Look through the entries below and show every line containing the word "Spokas".

-------- Supplied entries --------

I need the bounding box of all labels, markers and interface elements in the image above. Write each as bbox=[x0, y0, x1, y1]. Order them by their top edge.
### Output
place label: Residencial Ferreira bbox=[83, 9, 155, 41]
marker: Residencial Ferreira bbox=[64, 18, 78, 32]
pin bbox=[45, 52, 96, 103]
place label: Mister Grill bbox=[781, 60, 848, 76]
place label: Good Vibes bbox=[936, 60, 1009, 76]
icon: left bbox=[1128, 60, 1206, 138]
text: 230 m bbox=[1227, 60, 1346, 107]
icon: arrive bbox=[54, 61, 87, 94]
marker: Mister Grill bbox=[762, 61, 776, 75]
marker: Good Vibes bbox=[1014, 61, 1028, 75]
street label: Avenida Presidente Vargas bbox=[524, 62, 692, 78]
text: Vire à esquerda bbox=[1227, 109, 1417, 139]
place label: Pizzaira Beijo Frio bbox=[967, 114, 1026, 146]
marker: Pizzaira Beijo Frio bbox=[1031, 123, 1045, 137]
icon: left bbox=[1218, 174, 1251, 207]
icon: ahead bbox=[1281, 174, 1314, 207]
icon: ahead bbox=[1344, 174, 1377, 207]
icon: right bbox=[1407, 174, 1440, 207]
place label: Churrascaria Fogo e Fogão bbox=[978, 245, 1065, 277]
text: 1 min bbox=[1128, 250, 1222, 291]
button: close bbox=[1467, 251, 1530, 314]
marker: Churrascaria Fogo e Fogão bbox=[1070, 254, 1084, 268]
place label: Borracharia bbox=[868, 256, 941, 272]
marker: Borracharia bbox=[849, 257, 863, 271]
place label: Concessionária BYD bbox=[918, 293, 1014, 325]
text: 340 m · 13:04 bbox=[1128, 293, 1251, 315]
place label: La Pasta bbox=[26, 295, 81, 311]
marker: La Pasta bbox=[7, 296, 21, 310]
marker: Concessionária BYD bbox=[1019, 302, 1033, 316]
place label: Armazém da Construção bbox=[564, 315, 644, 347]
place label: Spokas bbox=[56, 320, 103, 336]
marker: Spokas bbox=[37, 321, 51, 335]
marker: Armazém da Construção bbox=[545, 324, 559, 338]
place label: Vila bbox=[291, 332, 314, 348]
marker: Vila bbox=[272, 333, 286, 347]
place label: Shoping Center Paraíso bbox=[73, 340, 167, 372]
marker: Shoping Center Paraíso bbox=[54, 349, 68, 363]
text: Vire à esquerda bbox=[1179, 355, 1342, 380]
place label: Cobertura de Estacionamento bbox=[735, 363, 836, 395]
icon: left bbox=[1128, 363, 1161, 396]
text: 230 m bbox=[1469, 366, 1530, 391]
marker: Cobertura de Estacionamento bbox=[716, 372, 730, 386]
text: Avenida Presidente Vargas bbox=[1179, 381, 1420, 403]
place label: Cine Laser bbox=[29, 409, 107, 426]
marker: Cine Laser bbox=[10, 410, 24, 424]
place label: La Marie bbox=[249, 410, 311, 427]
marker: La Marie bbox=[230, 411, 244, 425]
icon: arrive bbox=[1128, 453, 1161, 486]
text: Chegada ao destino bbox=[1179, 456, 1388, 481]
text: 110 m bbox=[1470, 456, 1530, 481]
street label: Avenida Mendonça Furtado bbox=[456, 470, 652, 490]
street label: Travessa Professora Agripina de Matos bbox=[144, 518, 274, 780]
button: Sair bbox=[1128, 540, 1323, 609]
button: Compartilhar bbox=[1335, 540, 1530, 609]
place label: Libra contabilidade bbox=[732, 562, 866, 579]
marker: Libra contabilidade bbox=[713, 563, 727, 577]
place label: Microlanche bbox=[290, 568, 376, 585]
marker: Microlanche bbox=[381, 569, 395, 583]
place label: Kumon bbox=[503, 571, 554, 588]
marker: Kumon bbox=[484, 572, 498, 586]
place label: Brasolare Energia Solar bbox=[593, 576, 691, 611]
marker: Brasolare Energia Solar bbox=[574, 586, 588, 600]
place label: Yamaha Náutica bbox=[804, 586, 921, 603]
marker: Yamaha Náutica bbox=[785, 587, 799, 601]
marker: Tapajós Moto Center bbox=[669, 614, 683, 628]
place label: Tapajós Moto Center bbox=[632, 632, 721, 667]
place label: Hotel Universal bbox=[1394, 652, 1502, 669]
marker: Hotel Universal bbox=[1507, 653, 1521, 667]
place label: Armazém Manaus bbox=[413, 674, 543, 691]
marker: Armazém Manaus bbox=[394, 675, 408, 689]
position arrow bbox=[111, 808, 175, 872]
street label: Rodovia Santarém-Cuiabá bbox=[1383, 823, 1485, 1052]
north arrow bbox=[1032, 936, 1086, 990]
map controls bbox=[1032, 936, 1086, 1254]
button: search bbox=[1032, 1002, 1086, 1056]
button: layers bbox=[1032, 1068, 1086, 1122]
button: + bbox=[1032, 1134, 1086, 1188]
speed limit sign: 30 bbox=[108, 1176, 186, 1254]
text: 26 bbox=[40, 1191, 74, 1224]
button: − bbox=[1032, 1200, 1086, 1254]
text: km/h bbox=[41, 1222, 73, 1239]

--------

§ Response:
place label: Spokas bbox=[56, 320, 103, 336]
marker: Spokas bbox=[37, 321, 51, 335]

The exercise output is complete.